SEYMOUR — After having success in basketball at Seymour High School, Julie VonDielingen Shelton had no idea what she would accomplish at Butler University.
Playing basketball at Butler from 1989 to 1993, she scored 2,018 points. She is Butler's all-time leading scorer and the only women's player to score more than 2,000 points. In all, she owns 11 Butler single-game, single-season and career basketball records.
She also was a four-time first team all-league performer and was named Midwestern Collegiate Conference Player of the Year her senior season. Plus, she was named District 4 Freshman of the Year by the U.S. Basketball Writers in 1989-90 and was picked to the All-America team by Basketball Times in 1992-93.
She can now add one more honor to the list. Saturday, during the Atlantic 10 Women's Basketball Championship at Barclays Center in Brooklyn, N.Y., Shelton will be one of 16 inducted into the conference's inaugural Women's Basketball Legends, recognizing players who began their careers in 1976 or later. This is Butler's first year in the Atlantic 10.
"It was a smaller school at that time and a school that I thought I could start and get to play quite a bit, but I had no clue to what degree," Shelton said. "As far as stuff I ended up accomplishing, I had no idea that would happen."
The honor isn't the only thing Shelton is celebrating this month. She just wrapped up her 15th season as the girls basketball head coach at Mount Vernon High School in Fortville, and the Marauders made their second straight appearance in the Class 3A championship game, this time bringing home the trophy with a 61-47 win over Hamilton Heights.
"It's been exciting, but it's just been something that you don't really ever think you'll get to experience," Shelton said. "I've loved basketball and put a lot of time and energy and passion into it since I was probably 8 years old. The last couple months have been good to me, no doubt."

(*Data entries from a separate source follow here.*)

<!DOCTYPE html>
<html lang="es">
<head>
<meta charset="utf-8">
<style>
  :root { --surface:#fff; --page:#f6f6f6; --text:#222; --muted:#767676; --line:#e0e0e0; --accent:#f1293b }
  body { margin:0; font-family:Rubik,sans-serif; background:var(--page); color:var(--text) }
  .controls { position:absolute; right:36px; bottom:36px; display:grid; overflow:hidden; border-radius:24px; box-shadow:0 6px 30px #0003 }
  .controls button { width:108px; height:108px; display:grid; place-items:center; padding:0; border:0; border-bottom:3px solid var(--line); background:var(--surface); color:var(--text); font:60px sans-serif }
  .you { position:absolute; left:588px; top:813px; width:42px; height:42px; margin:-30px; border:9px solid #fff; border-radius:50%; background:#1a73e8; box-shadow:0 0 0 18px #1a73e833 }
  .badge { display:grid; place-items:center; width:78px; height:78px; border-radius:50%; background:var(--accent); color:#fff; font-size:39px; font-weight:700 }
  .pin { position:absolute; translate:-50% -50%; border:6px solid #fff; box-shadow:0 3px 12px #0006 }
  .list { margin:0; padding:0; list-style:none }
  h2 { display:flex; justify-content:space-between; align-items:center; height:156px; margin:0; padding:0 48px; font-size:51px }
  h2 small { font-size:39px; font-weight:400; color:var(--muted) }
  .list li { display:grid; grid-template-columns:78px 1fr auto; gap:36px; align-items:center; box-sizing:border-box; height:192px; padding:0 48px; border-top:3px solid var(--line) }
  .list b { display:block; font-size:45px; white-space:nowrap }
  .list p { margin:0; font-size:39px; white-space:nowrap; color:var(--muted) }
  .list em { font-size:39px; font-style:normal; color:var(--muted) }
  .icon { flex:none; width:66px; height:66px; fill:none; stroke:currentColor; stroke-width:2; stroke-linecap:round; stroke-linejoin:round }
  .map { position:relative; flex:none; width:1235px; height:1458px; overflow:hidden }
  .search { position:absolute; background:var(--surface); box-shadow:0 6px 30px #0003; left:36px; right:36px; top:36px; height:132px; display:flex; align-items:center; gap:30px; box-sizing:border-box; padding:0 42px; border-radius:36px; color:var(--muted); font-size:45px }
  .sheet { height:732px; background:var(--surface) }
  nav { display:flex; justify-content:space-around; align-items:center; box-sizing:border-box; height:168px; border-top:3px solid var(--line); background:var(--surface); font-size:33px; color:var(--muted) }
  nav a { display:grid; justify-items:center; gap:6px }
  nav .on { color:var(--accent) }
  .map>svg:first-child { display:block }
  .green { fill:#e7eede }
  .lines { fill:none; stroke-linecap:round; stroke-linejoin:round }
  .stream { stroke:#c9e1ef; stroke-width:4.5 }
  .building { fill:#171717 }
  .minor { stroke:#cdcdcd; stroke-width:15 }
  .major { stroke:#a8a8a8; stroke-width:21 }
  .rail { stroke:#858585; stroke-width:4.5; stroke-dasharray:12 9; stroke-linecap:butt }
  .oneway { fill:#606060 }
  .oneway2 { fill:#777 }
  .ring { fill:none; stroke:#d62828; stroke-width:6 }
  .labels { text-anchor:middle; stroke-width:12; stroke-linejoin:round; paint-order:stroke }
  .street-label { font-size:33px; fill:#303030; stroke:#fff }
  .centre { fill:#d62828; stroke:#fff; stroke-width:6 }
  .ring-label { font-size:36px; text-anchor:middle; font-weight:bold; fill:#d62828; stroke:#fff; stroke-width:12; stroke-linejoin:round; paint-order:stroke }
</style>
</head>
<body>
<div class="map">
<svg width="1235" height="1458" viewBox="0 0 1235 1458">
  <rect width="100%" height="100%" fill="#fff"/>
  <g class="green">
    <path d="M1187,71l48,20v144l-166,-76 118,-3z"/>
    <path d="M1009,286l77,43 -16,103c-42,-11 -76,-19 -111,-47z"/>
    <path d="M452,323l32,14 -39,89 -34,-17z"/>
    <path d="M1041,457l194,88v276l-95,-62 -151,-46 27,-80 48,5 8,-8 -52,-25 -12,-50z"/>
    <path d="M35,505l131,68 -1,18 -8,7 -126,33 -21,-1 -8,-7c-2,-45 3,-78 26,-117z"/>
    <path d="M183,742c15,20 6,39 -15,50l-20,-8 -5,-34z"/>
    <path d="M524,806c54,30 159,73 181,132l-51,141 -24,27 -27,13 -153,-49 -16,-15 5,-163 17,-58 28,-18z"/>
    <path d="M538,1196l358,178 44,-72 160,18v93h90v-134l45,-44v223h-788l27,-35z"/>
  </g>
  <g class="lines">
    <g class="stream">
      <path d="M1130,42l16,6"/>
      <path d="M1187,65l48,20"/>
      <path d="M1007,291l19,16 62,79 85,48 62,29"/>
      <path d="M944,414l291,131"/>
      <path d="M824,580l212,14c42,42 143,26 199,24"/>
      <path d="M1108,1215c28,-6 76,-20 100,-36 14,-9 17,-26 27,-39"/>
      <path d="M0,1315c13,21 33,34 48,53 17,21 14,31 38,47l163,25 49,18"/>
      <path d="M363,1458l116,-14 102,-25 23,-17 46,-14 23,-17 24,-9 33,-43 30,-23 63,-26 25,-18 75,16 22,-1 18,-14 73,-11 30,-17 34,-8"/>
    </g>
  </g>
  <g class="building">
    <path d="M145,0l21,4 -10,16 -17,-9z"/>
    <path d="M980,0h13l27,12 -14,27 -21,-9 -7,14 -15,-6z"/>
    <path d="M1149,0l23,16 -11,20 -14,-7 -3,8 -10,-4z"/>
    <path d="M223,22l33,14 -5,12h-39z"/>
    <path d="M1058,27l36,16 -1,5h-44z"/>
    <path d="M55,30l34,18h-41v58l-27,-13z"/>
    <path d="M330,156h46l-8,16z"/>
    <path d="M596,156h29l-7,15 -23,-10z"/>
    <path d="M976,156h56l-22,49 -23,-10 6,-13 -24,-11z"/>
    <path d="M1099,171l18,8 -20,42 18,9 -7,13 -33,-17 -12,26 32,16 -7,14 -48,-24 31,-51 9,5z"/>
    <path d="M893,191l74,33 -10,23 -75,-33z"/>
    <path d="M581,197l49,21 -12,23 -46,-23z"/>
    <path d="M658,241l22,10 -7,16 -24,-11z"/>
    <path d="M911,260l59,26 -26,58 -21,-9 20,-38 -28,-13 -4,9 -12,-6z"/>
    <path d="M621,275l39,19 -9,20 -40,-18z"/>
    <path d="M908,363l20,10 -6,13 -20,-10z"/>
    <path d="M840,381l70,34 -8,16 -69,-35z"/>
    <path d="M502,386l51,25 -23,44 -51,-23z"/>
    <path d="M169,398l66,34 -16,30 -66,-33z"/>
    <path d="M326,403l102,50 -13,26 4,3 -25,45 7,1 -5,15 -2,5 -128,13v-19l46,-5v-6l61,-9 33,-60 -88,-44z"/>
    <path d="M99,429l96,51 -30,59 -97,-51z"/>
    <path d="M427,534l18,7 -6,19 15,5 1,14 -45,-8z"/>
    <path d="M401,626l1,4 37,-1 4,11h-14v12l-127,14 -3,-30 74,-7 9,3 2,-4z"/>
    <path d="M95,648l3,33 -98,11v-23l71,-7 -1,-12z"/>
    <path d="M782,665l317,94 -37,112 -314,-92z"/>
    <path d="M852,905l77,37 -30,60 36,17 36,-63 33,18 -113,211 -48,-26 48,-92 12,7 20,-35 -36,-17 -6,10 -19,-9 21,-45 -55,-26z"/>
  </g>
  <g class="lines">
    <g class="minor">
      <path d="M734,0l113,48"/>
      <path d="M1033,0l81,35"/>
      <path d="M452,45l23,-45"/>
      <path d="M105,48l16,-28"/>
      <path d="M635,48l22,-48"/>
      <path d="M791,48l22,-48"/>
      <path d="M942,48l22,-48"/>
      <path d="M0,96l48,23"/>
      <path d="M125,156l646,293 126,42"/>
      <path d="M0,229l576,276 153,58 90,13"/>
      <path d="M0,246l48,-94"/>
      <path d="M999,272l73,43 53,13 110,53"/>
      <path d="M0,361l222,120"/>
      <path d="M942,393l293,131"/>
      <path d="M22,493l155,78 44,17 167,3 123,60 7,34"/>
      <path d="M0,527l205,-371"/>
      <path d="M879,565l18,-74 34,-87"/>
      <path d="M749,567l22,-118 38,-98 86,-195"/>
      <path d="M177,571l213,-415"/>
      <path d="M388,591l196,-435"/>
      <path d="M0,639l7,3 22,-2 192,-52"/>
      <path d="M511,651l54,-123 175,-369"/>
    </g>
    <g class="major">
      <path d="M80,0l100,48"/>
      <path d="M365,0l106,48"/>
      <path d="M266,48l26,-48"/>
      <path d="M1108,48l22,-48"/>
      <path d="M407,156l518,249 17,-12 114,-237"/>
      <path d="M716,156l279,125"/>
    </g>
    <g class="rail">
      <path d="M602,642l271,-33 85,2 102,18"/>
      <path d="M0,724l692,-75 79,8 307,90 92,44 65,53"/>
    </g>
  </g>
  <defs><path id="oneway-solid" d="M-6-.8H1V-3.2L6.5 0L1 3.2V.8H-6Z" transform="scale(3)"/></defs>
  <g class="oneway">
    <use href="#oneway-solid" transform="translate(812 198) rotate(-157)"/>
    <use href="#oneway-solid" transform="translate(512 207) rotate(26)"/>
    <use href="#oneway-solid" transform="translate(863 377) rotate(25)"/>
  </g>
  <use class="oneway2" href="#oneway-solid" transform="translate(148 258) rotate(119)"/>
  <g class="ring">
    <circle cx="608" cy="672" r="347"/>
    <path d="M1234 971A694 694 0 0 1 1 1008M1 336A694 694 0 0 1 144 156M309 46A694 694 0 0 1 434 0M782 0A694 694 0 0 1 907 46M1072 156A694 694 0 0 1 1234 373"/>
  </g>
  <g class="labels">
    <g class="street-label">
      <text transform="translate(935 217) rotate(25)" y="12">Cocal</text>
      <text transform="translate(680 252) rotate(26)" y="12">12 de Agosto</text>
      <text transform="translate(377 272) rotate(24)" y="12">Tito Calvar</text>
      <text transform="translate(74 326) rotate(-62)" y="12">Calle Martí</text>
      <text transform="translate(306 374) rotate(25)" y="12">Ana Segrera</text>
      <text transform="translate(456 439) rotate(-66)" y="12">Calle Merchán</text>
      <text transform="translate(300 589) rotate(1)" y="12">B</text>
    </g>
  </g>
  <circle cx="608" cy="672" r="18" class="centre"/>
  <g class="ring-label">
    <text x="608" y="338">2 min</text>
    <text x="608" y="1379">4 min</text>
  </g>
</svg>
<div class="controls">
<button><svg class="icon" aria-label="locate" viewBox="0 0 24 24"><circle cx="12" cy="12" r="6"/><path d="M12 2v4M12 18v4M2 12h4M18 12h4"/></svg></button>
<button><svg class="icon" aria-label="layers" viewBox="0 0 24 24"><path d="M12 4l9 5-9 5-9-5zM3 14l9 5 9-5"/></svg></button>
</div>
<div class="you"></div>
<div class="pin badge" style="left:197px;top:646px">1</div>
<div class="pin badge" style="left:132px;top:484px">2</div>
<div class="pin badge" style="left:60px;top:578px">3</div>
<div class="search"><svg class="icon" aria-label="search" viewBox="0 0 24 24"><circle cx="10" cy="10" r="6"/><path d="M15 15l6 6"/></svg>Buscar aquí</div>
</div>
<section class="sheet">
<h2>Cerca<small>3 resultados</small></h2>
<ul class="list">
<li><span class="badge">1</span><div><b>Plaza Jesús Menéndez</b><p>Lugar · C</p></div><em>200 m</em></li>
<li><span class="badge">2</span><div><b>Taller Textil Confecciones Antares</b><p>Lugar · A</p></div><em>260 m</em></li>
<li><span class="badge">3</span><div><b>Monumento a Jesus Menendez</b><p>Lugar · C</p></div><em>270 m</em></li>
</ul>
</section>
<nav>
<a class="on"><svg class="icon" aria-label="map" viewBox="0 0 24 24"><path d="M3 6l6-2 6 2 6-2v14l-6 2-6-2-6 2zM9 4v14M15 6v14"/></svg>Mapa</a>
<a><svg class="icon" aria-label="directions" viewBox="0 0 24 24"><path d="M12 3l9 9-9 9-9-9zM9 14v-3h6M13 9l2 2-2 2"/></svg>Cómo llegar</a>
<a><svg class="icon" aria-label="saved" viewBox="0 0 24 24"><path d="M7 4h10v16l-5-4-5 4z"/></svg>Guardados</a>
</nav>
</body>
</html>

Saturday, the Atlantic 10 also is inducting 16 players into the Men's Basketball Legends, and that includes Butler's Paul "Tony" Hinkle. He coached three sports at Butler over a nearly 50-year span, and the school's basketball arena was named after him in 1966.
Shelton said she has many good memories of her time on the Indianapolis campus.
"You still hear people talk today, when the men's team made the (NCAA) tournament and got to the finals, they talk about 'The Butler Way,'" Shelton said. "It was kind of more of a big high school atmosphere as far as everybody supported everybody, and everybody worked hard. I had wonderful teammates. My senior class had five players in it, and that was really neat because we went through four years together, and a lot of us played. And academically, it was a great school."
Making the trip to today's ceremony will be a special time, Shelton said.
"I've never even been to New York, so I'm really excited about that," she said. "I know there's a Legends luncheon, and everybody is going to be honored at the games. It's supposed to be a really big deal. I'm a little nervous but pretty excited."
At Seymour, Shelton was a three-sport athlete, making it to semistate twice and state once in basketball, semistate once and state twice in volleyball and the state track and field meet for shot put.
"Seymour has always been a great place, and I had wonderful coaches and opportunities at Seymour," Shelton said. "That's my foundation in basketball, and it really got me to enjoy the game."
At Mount Vernon, Shelton has led the Marauders to five sectional titles, three regional titles, two semistate titles and two state finals appearances. In the 2012 state finals, Mount Vernon lost to Fort Wayne Concordia 42-39.
"We lost four starters, so we were not sure that this year would be great," Shelton said. "But then we started off well and had a lot of adversity throughout the season, and kids played different roles and really stepped up by the end of the year. By tournament time, they did a great job and had a great tourney."
One of the team's top players, junior Erica Moore, got hurt in December, had knee surgery and sat out seven games before returning to the lineup during sectional. She recently found out she made the Indiana Junior All-Stars core team.
"During that time, some other kids had to really step up, and we were winning quite a few of our games without her," Shelton said. "Then she fought her way back, and we didn't think she would be back. That boost of having her back and other kids stepping up, you could just see there that we had a shot."
Another player that made a big impact was Shelton's niece, freshman point guard Sydney Shelton. In the state finals game, she had a game-high 29 points and pulled down six rebounds.
"She ended up scoring 502 points this season and led the team in assists and probably minutes played," Shelton said of her niece. "I knew she was very good, but she surprised me about how well she did adjusting as a freshman and carrying a big load. Point guard especially is a tough role, and she just did an amazing job."
After making the state finals as a high school athlete in a variety of sports but never bringing home a title, Shelton said it was a good feeling doing it as a coach.
"As a player, getting there was great, but it was frustrating, too, when you never won it," she said. "Getting there last year as a coach and not winning, you never know if you'll ever really get a chance again. It's nice to know when we did get a chance, we finished it."
Another state title next year would be nice, Shelton said. She doesn't expect to get away from the game anytime soon.
"I'm going to try to beat Donna Sullivan," Shelton jokingly said of the former SHS volleyball and basketball coach. "I want to stay around for a while. At this point, I have no vision of stopping anytime soon."